A stark assessment of American prospects from the Fed Chairman combined with a warning from Cisco Systems, the technology bellwether, over a bleak outlook for US business investment, to send Wall Street’s blue-chip shares tumbling once again.
After Wednesday’s plunge of more than 360 points, US stocks were hit by another wave of turbulence.
The tech-laden Nasdaq finished down 52.76 points, or 1.92 per cent, at 2,696.00, as Cisco’s worries sent it on the worst two-day percentage fall in five years. In early afternoon trading the Dow Jones industrial average was down 160 points, or 1.2 per cent, while the broader-based S&P 500 index was down by 1.3 per cent. However, key indices bounced back in late trading, helped by a recovery in financial shares. The Dow closed down 33.73 points or 0.25 per cent, at 13,266.29, with the S&P down just 0.85 points, or 0.06 per cent, at 1,474.77.
Despite Mr Bernanke also pouring more cold water on markets’ expectations that the Fed will bring relief to investors with a new interest rate cut next month, the dollar was also battered once again on currency markets.

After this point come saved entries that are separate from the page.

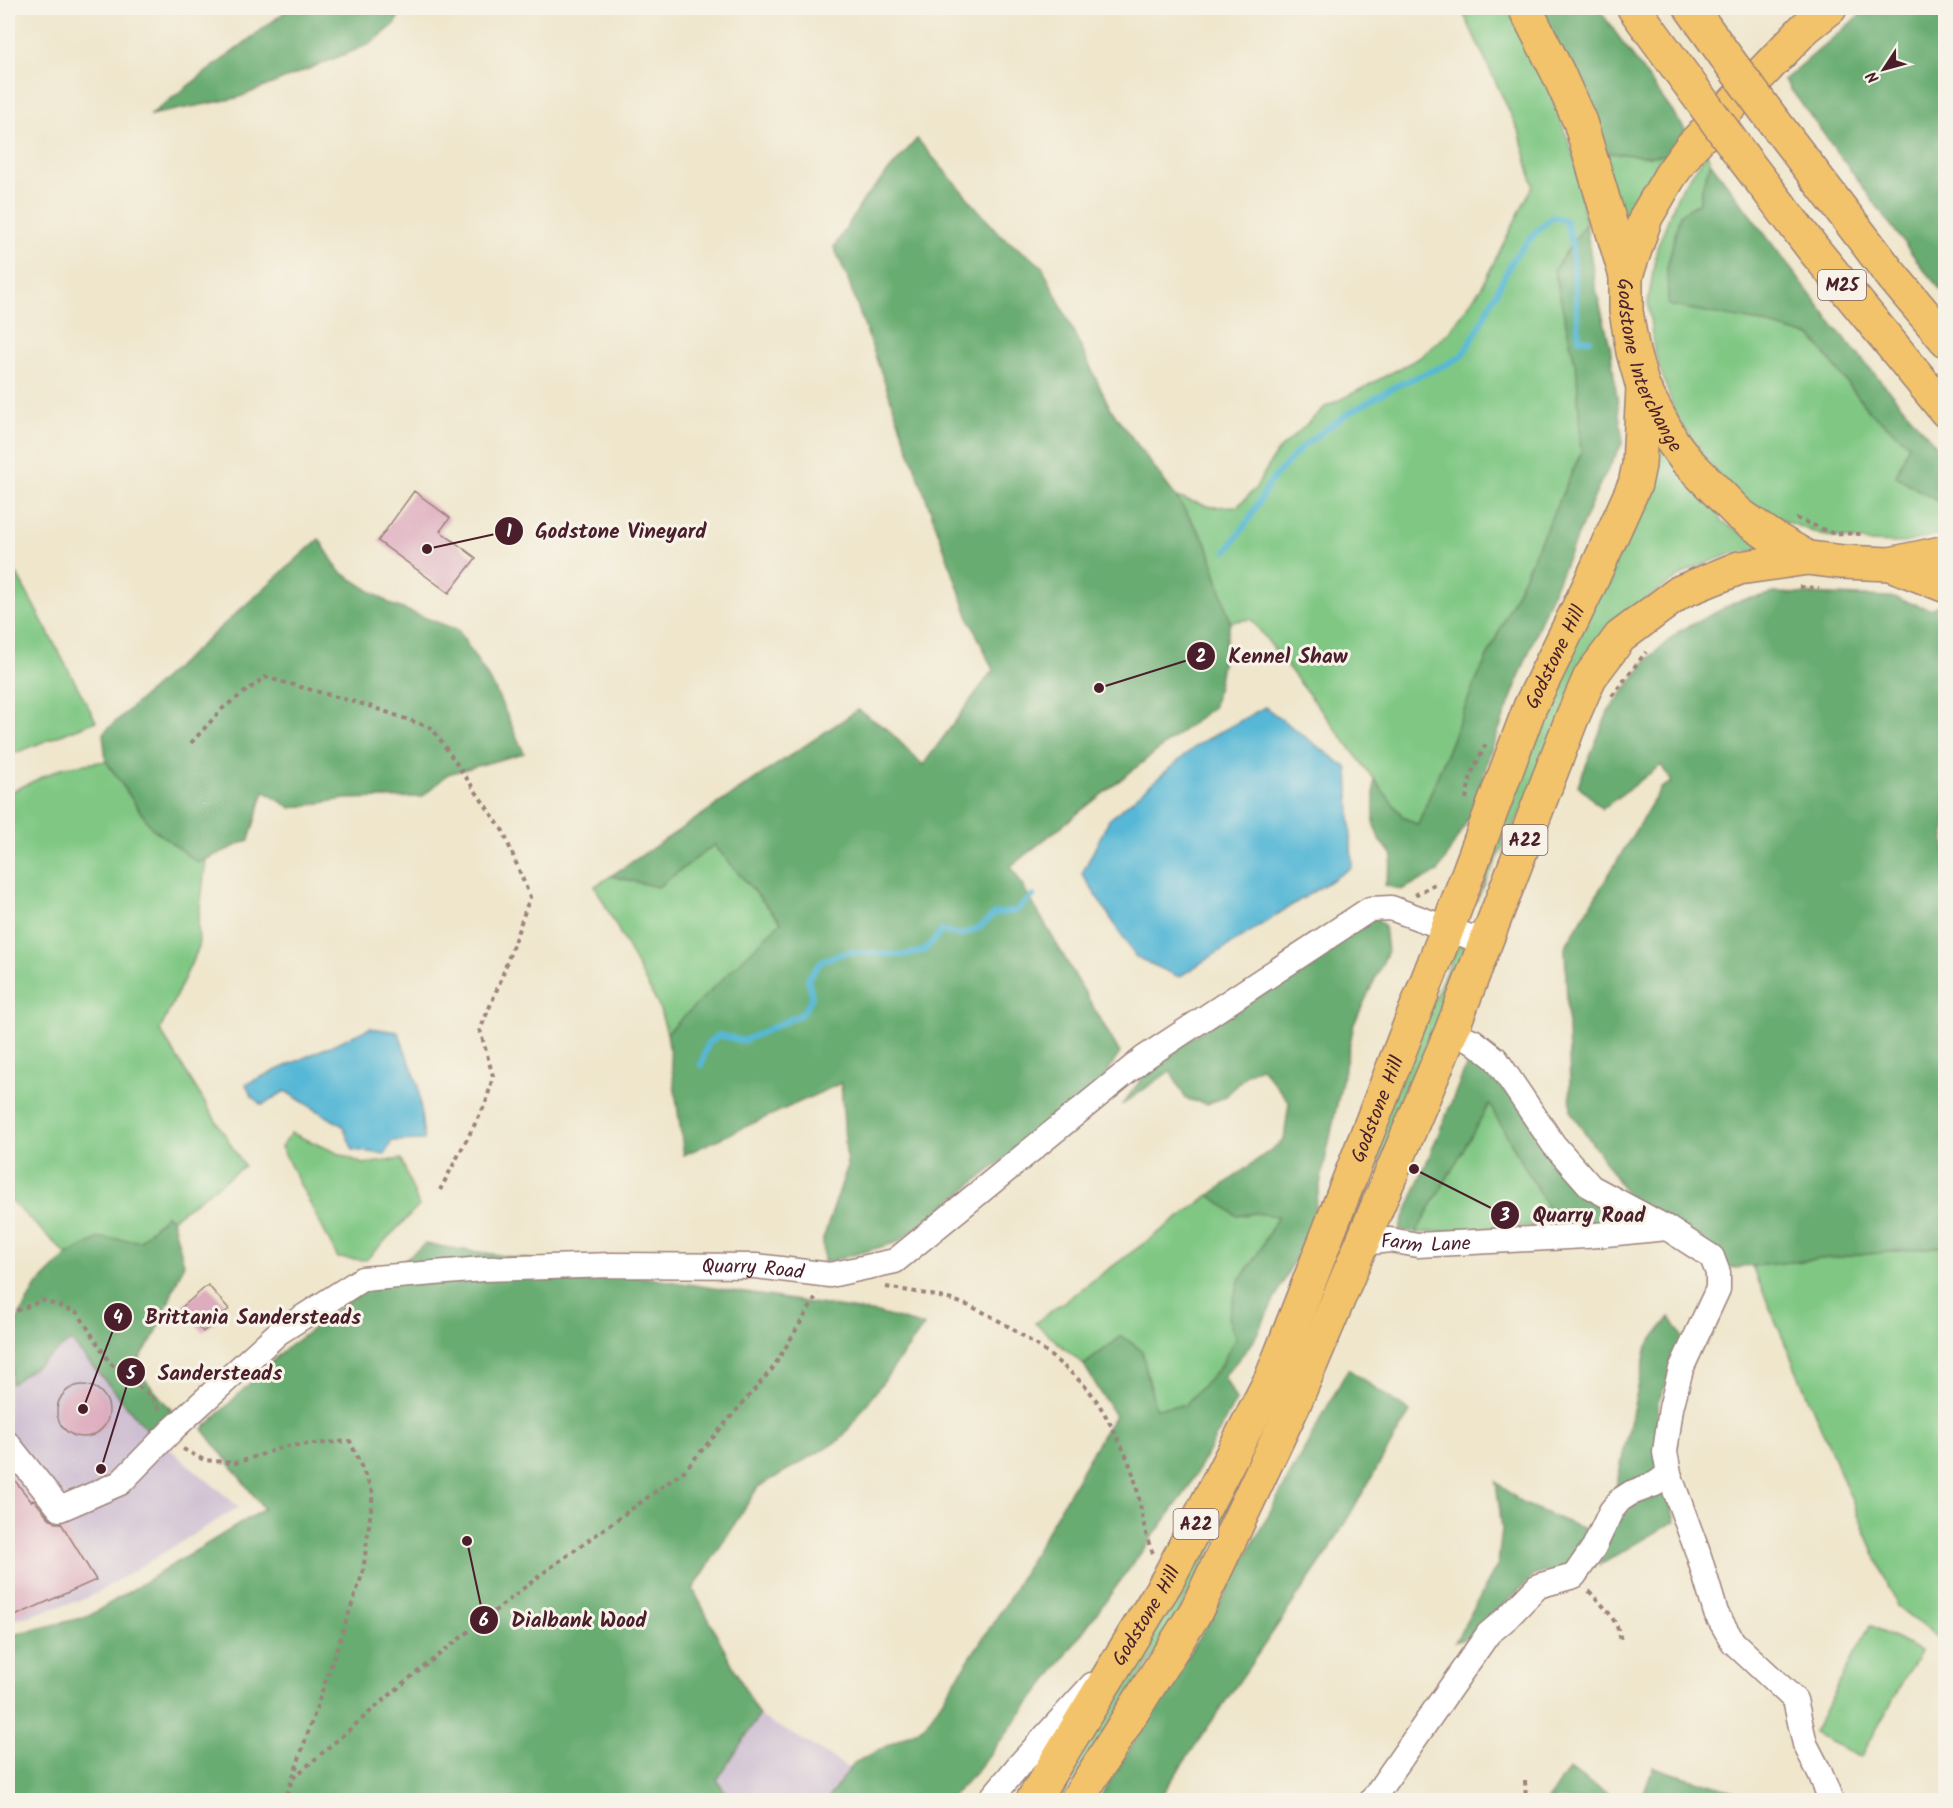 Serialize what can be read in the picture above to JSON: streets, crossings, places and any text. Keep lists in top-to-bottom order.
{
  "streets": {
    "highway": [
      "M25",
      "Godstone Interchange",
      "Godstone Hill",
      "A22"
    ],
    "street": ["Farm Lane", "Quarry Road"]
  },
  "crossings": [
    ["Godstone Interchange", "Godstone Hill"],
    ["Godstone Hill", "Farm Lane"],
    ["Godstone Hill", "Quarry Road"]
  ],
  "places": [
    "Godstone Vineyard",
    "Kennel Shaw",
    "Quarry Road",
    "Brittania Sandersteads",
    "Sandersteads",
    "Dialbank Wood"
  ],
  "north": "bottom left"
} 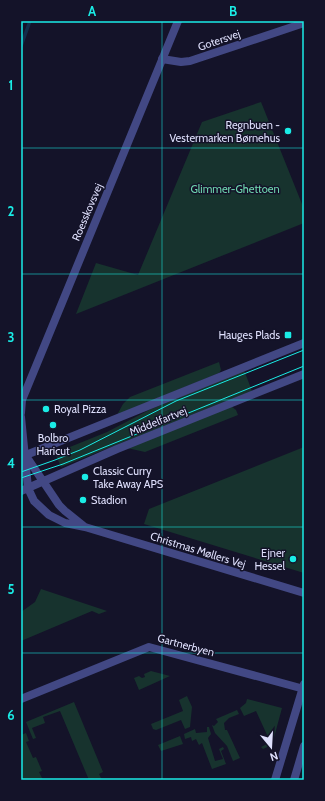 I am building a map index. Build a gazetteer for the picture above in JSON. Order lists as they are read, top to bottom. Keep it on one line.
{"streets":{"street":["Gotersvej","Roesskovsvej","Middelfartvej","Christmas Møllers Vej","Gartnerbyen"]},"crossings":[["Gotersvej","Roesskovsvej"],["Middelfartvej","Christmas Møllers Vej"]],"parks":["Glimmer-Ghettoen"],"places":{"other":["Regnbuen - Vestermarken Børnehus","Royal Pizza","Bolbro Haricut","Classic Curry Take Away APS","Stadion","Ejner Hessel"],"transit":["Hauges Plads"]},"north":"bottom","grid":{"columns":["A","B"],"rows":["1","2","3","4","5","6"]}} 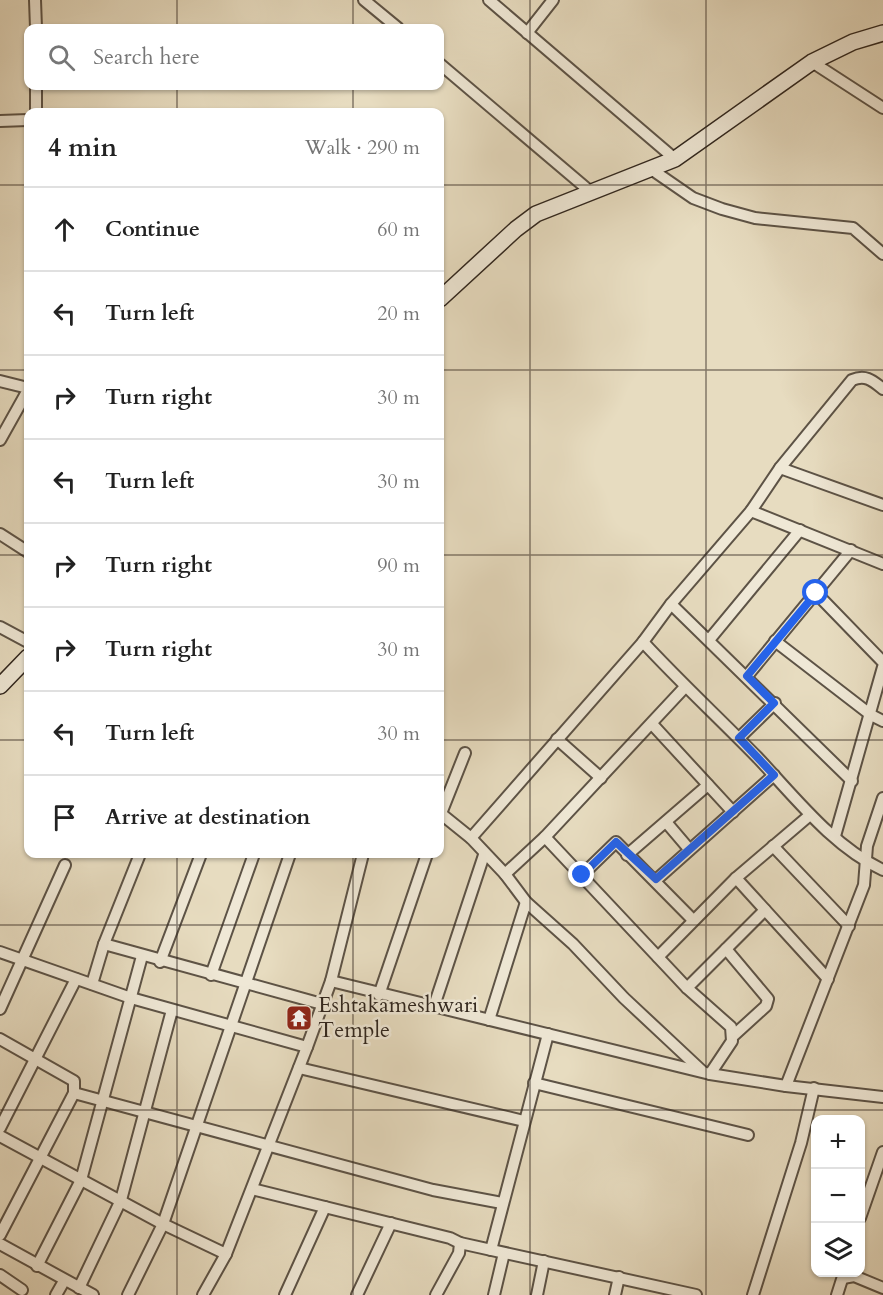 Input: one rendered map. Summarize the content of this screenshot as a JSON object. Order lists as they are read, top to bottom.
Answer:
{
  "places": {
    "temple": ["Eshtakameshwari Temple"]
  },
  "page": {
    "search": "Search here",
    "heading": ["4 min", "Walk · 290 m"],
    "list": [
      ["Continue", "60 m"],
      ["Turn left", "20 m"],
      ["Turn right", "30 m"],
      ["Turn left", "30 m"],
      ["Turn right", "90 m"],
      ["Turn right", "30 m"],
      ["Turn left", "30 m"],
      "Arrive at destination"
    ],
    "map_buttons": ["+", "−"]
  }
}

Generally, the prospect of higher than anticipated interest rates bolsters currencies, but the Fed chief’s latest signal that US interest rates could stay on hold into next year offered little support to a beleaguered dollar. The US currency sank to another record low on its trade-weighted index. The euro climbed to $1.4703, not far from Wednesday’s record high of $1.4730, even after a firm indication from the European Central Bank yesterday that its previous plans for a further rise in eurozone interest rates will now stay on hold for some time.
Mr Bernanke, in testimony to Congress’s Joint Economic Committee, forecast that American growth will slow sharply in the present quarter and was “seen as remaining sluggish during the first part of next year”, with tightening lending conditions triggered by the credit squeeze intensifying the US housing slump. He predicted some recovery in the second part of next year.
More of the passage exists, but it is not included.